# DESCRIPTION OF THE TASK
Count the lines of the records below that hold the word "fabs", and give only the number.

(Dataset entries)
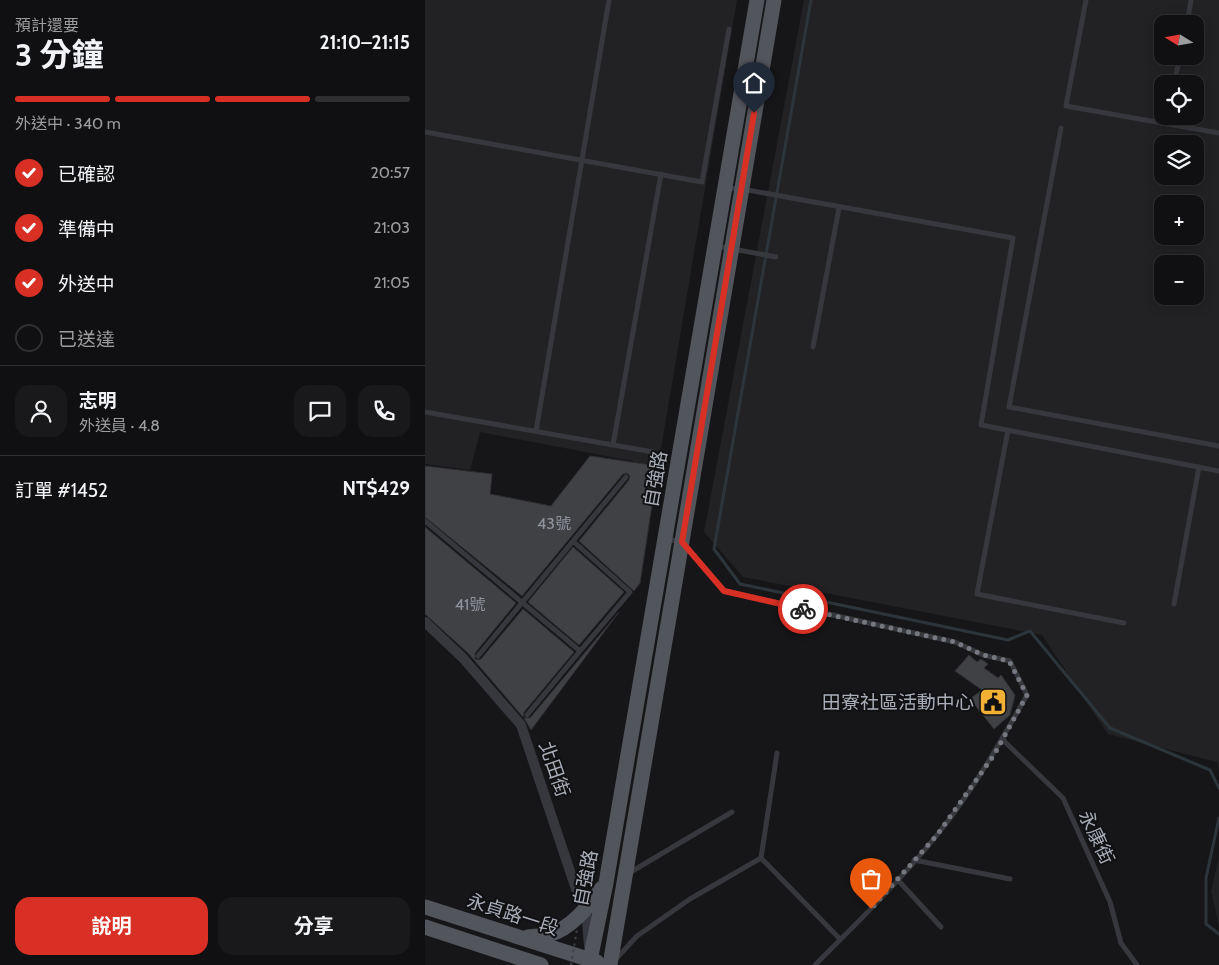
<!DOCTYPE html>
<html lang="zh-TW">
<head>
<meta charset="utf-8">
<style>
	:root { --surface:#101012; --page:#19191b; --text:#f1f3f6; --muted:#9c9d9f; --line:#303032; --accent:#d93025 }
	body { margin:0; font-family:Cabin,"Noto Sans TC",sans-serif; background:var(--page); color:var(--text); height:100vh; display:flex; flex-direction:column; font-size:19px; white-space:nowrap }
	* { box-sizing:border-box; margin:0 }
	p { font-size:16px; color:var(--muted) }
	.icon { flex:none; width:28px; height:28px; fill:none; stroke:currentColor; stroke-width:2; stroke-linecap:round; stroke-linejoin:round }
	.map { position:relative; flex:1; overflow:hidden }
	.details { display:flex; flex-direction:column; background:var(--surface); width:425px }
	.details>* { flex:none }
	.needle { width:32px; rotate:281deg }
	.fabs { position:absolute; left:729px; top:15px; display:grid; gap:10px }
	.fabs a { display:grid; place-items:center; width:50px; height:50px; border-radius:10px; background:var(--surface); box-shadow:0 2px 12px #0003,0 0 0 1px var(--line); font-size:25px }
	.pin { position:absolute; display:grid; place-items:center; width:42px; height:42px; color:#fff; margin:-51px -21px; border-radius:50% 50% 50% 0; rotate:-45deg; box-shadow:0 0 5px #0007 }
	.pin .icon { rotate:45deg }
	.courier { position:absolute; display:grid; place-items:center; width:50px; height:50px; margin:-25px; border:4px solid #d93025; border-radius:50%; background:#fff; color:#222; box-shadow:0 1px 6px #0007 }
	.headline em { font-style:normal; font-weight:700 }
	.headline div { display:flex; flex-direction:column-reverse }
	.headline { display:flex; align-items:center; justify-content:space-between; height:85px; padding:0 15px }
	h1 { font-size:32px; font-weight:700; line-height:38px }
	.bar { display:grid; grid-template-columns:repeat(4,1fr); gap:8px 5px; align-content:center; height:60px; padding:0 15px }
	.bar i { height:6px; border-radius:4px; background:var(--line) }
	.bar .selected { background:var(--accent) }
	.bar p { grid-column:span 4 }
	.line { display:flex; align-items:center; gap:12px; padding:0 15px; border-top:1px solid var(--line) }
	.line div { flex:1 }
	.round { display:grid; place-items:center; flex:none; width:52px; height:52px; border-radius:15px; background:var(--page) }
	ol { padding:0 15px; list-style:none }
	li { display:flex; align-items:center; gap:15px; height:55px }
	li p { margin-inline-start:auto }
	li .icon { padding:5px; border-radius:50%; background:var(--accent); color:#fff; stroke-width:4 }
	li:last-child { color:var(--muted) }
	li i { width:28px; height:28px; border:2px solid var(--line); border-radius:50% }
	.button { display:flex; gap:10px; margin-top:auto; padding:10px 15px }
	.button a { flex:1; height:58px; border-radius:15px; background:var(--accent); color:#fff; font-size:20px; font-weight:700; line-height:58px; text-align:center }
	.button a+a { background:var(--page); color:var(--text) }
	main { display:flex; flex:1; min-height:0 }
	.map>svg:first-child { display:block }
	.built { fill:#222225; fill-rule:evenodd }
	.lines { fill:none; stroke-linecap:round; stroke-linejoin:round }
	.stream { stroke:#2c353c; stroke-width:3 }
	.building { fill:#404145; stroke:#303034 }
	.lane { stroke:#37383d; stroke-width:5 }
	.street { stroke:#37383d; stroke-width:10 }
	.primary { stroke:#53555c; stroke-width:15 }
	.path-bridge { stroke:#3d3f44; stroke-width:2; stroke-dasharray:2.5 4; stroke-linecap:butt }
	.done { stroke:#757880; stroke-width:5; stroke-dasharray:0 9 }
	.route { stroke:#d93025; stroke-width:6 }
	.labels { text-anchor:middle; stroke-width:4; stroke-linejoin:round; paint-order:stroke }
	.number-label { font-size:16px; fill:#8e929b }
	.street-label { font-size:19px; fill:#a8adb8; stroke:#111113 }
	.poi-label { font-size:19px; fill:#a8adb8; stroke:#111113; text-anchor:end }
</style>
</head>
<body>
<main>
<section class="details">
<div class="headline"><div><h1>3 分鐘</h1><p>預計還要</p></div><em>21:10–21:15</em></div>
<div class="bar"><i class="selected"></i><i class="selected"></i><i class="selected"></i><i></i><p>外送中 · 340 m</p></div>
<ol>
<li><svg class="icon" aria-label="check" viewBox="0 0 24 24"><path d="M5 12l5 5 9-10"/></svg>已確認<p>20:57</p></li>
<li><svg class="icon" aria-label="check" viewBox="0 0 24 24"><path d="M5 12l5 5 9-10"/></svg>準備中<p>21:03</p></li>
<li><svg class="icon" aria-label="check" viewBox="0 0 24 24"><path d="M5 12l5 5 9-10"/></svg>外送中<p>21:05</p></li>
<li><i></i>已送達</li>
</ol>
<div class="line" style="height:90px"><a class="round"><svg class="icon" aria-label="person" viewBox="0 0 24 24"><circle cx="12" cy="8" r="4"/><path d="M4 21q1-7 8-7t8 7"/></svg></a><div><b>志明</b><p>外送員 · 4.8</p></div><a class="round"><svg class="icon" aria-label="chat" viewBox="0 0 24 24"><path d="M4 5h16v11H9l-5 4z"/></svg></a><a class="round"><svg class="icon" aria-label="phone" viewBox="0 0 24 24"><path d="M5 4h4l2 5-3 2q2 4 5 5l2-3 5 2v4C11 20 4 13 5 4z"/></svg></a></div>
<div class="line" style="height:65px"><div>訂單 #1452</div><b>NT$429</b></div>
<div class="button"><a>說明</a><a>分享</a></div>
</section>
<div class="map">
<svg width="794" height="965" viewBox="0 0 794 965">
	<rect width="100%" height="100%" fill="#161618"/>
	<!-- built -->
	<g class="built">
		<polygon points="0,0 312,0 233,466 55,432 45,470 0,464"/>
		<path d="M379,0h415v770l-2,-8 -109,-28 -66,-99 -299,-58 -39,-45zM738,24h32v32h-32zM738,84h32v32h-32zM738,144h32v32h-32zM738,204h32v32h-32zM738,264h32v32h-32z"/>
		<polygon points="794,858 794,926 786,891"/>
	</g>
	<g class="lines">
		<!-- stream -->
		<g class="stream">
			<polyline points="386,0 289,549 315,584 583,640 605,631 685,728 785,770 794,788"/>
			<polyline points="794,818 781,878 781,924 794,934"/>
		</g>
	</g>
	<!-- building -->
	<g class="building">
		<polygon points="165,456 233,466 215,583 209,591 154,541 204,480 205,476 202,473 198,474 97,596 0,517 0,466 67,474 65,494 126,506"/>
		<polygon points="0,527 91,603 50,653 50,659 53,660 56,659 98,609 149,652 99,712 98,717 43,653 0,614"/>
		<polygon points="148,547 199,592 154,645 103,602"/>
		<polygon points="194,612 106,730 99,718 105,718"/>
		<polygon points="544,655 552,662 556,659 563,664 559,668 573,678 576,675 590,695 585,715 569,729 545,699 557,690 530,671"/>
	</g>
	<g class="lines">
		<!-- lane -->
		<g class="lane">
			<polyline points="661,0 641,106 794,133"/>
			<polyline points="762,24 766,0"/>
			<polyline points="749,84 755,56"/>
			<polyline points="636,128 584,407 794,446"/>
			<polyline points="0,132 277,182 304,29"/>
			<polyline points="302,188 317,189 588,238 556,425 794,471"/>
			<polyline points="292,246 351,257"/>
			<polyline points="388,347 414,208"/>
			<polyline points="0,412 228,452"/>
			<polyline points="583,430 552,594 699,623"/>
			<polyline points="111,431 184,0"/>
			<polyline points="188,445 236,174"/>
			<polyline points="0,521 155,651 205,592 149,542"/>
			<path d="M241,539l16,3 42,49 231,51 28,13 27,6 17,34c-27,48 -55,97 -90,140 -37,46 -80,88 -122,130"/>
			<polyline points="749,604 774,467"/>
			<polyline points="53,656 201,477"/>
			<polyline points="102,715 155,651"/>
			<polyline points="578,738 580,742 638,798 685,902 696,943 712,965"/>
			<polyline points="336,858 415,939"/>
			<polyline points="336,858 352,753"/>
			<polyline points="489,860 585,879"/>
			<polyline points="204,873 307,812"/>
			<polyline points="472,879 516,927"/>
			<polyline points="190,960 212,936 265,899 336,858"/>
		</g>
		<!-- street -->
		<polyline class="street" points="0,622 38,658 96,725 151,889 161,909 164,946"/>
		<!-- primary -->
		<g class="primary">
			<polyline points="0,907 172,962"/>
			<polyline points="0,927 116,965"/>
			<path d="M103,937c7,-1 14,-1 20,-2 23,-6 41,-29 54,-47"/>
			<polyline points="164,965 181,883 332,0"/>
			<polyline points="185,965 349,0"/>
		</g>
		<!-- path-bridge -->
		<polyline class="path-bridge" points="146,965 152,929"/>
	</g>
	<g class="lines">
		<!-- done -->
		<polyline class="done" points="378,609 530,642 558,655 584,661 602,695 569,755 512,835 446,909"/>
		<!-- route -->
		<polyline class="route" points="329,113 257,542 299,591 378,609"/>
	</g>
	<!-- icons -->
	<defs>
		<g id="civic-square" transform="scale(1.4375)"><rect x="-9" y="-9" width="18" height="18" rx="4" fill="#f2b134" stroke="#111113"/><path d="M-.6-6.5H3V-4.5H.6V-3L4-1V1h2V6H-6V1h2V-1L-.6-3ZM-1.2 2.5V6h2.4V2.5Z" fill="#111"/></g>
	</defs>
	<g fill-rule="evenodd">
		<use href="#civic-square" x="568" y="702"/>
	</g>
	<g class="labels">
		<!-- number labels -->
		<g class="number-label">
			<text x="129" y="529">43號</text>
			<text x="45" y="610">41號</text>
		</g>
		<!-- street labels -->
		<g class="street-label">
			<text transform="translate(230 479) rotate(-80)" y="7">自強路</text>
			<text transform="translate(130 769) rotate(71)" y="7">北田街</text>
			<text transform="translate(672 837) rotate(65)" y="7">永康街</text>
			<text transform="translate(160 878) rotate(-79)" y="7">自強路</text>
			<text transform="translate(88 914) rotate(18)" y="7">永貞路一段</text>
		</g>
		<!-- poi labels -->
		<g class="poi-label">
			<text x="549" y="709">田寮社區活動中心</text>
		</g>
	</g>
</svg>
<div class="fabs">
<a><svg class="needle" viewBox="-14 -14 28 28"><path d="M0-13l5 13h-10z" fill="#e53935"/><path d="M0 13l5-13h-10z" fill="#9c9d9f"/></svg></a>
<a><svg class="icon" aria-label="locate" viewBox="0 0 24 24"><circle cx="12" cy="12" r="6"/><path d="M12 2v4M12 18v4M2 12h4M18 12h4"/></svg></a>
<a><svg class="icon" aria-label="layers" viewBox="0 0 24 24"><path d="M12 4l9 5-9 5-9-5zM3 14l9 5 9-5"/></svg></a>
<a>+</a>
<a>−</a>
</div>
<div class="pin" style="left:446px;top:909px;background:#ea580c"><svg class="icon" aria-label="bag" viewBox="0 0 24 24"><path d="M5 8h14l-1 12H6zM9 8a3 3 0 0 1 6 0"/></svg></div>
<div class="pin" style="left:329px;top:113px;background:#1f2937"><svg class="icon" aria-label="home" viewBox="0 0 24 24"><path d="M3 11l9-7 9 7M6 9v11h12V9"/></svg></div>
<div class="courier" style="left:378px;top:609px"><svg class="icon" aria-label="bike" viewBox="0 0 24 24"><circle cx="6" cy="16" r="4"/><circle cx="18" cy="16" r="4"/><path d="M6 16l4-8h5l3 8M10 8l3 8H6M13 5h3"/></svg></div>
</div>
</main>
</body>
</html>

# EXERCISE RESULT
3